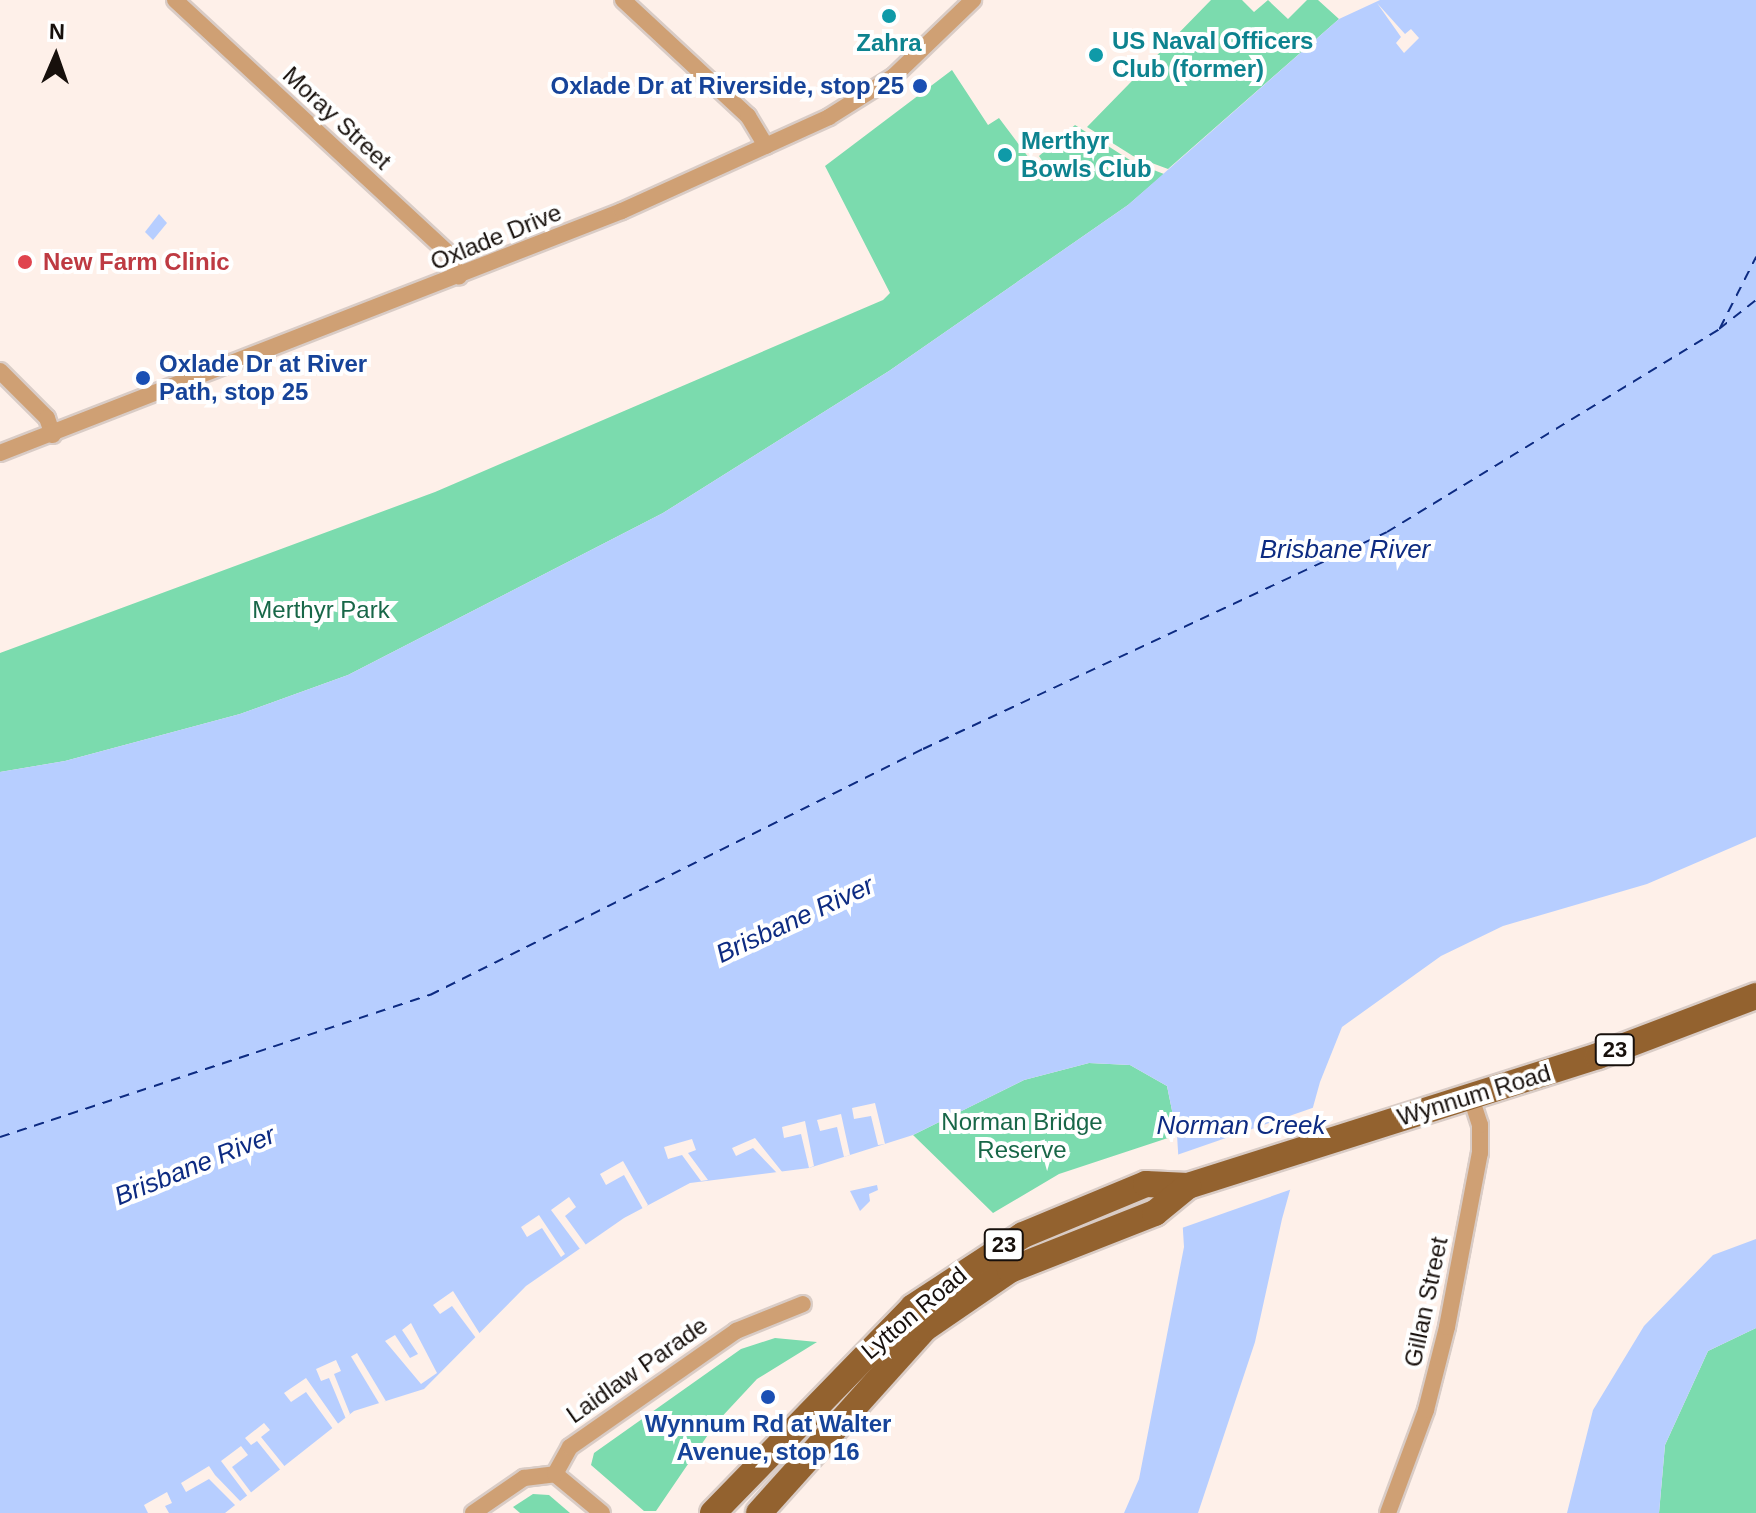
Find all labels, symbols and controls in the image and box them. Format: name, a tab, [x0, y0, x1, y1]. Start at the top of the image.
marker: Zahra	[880, 7, 898, 25]
north arrow	[16, 16, 96, 96]
text: N	[48, 19, 65, 44]
place label: US Naval Officers Club (former)	[1112, 27, 1313, 83]
place label: Zahra	[856, 29, 922, 57]
marker: US Naval Officers Club (former)	[1087, 46, 1105, 64]
street label: Moray Street	[277, 61, 397, 175]
place label: Oxlade Dr at Riverside, stop 25	[551, 72, 904, 100]
marker: Oxlade Dr at Riverside, stop 25	[911, 77, 929, 95]
place label: Merthyr Bowls Club	[1021, 127, 1152, 183]
marker: Merthyr Bowls Club	[996, 146, 1014, 164]
street label: Oxlade Drive	[426, 198, 566, 276]
place label: New Farm Clinic	[43, 248, 230, 276]
marker: New Farm Clinic	[14, 251, 36, 273]
place label: Oxlade Dr at River Path, stop 25	[159, 350, 367, 406]
marker: Oxlade Dr at River Path, stop 25	[134, 369, 152, 387]
water label: Brisbane River	[1260, 534, 1430, 566]
park label: Merthyr Park	[252, 596, 390, 624]
water label: Brisbane River	[711, 870, 879, 970]
road number: 23	[1593, 1032, 1637, 1068]
street label: Wynnum Road	[1394, 1058, 1554, 1132]
park label: Norman Bridge Reserve	[941, 1108, 1103, 1164]
water label: Norman Creek	[1156, 1110, 1326, 1142]
water label: Brisbane River	[110, 1120, 280, 1212]
road number: 23	[982, 1227, 1026, 1263]
street label: Gillan Street	[1398, 1234, 1454, 1370]
street label: Lytton Road	[856, 1261, 972, 1365]
street label: Laidlaw Parade	[561, 1311, 713, 1429]
marker: Wynnum Rd at Walter Avenue, stop 16	[759, 1388, 777, 1406]
place label: Wynnum Rd at Walter Avenue, stop 16	[645, 1410, 891, 1466]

_WORK INSTRUCTIONS_:
Your answer should consist of each line above in which "Merthyr" appears.

_EXERCISE RESULT_:
place label: Merthyr Bowls Club	[1021, 127, 1152, 183]
marker: Merthyr Bowls Club	[996, 146, 1014, 164]
park label: Merthyr Park	[252, 596, 390, 624]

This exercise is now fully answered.